Clicking on a session gives you all the details:
- how the agent broke the instructions down into a plan
- it runs
go test -von its own - sends a (draft) pull request to the code repository
there is a "View PR" button
https://github.com/johnpfeiffer/aws-go-lambda/pull/1
Iterating on the Pull Request
Leaving a comment on the pull request will feedback to Jules (yay for all the permissions) who then automatically resumes the session.
I have received the PR comments and am processing them.
Ready for review
the usual GitHub pull request merge process
Gotchas with Agents
All of this leverage shifts the bottleneck from "programmer" to "good ideas and ability to review changes". Yet this new technology brings new challenges...
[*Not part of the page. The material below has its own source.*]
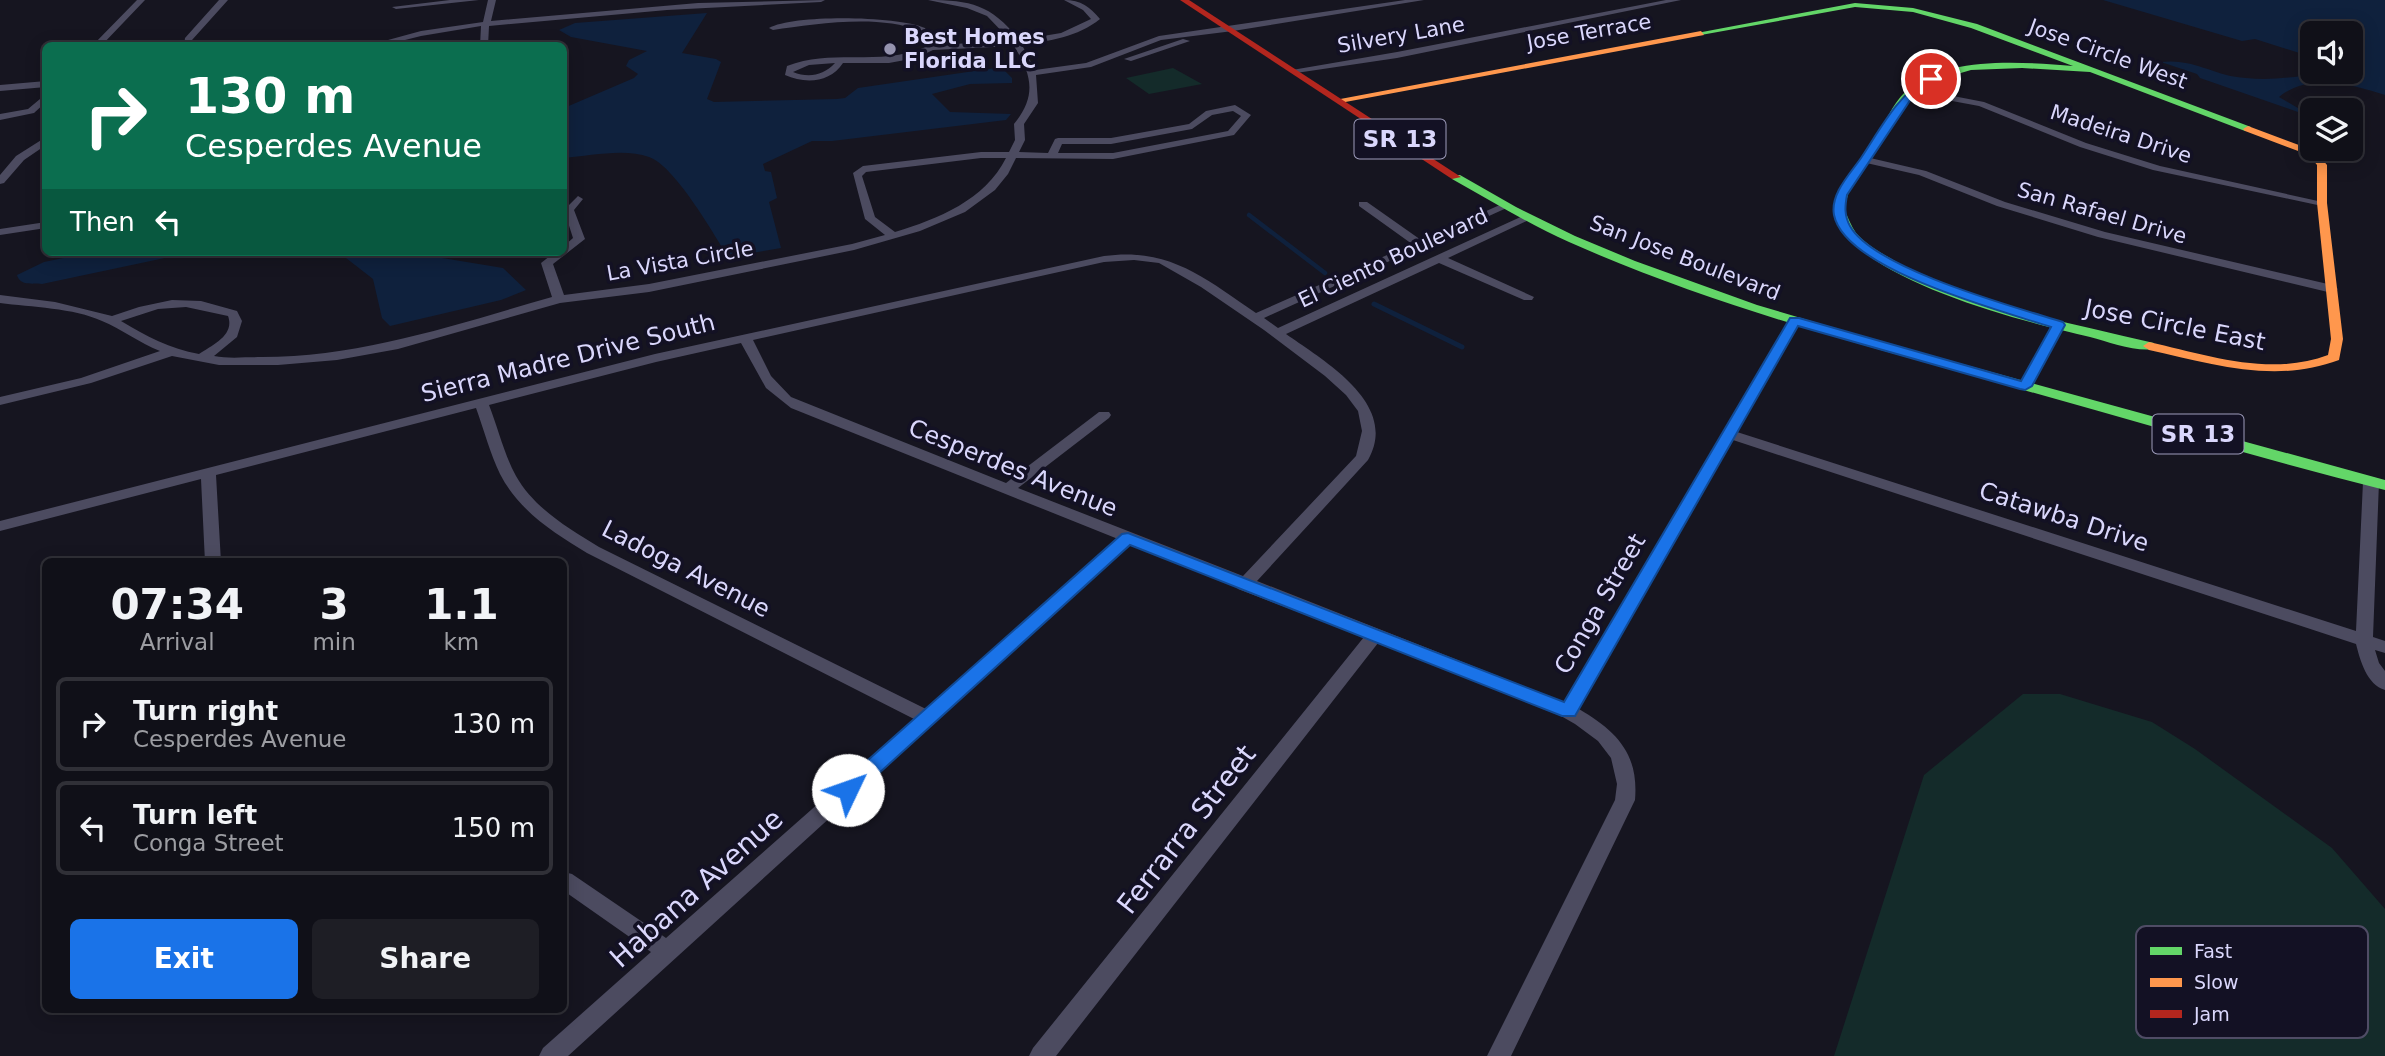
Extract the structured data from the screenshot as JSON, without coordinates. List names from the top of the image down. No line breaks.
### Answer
{"streets":{"street":["Jose Terrace","Silvery Lane","Jose Circle West","Madeira Drive","SR 13","San Rafael Drive","El Ciento Boulevard","San Jose Boulevard","La Vista Circle","Jose Circle East","Sierra Madre Drive South","Cesperdes Avenue","Catawba Drive","Ladoga Avenue","Conga Street","Ferrarra Street","Habana Avenue"]},"crossings":[["Jose Terrace","Jose Circle West"],["Jose Terrace","San Jose Boulevard"],["Silvery Lane","San Jose Boulevard"],["Jose Circle West","Madeira Drive"],["San Rafael Drive","Jose Circle East"],["El Ciento Boulevard","San Jose Boulevard"],["El Ciento Boulevard","Sierra Madre Drive South"],["San Jose Boulevard","Jose Circle East"],["San Jose Boulevard","Conga Street"],["Sierra Madre Drive South","Cesperdes Avenue"],["Sierra Madre Drive South","Ladoga Avenue"],["Cesperdes Avenue","Conga Street"],["Cesperdes Avenue","Ferrarra Street"],["Cesperdes Avenue","Habana Avenue"],["Catawba Drive","Conga Street"],["Ladoga Avenue","Habana Avenue"]],"places":["Best Homes Florida LLC"],"legend":["Fast","Slow","Jam"],"page":{"turn":["130 m","Cesperdes Avenue"],"then":"Then","eta":["07:34","Arrival","3","min","1.1","km"],"list":[{"name":"Turn right","note":"Cesperdes Avenue","value":"130 m"},{"name":"Turn left","note":"Conga Street","value":"150 m"}],"buttons":["Exit","Share"]}}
- the LLM sounds confident even when wrong or has mistakes
- often imports random libraries or calls external APIs
- deletes tests
- modifies code and says "done"... but the code does not work, is not done
- mediocre code quality that is either one large ball of mud or a tangle of tiny functions
- unnecessarily over-engineered code and abstractions
Mitigations
- read and review critically
- have specifications, documentation, and anchors
- tell it build as simple as possible and not to call external APIs
- give it boundary instructions: that it cannot modify or delete tests
- give it examples of expected input and output
- give it explicit instructions on the level of modularity ("make this 3 functions")
What does it all mean
Even with software writing software there is actually an increasing need for human intent, and managing of complexity (including ensuring generated code is readable, modular, testable, etc.)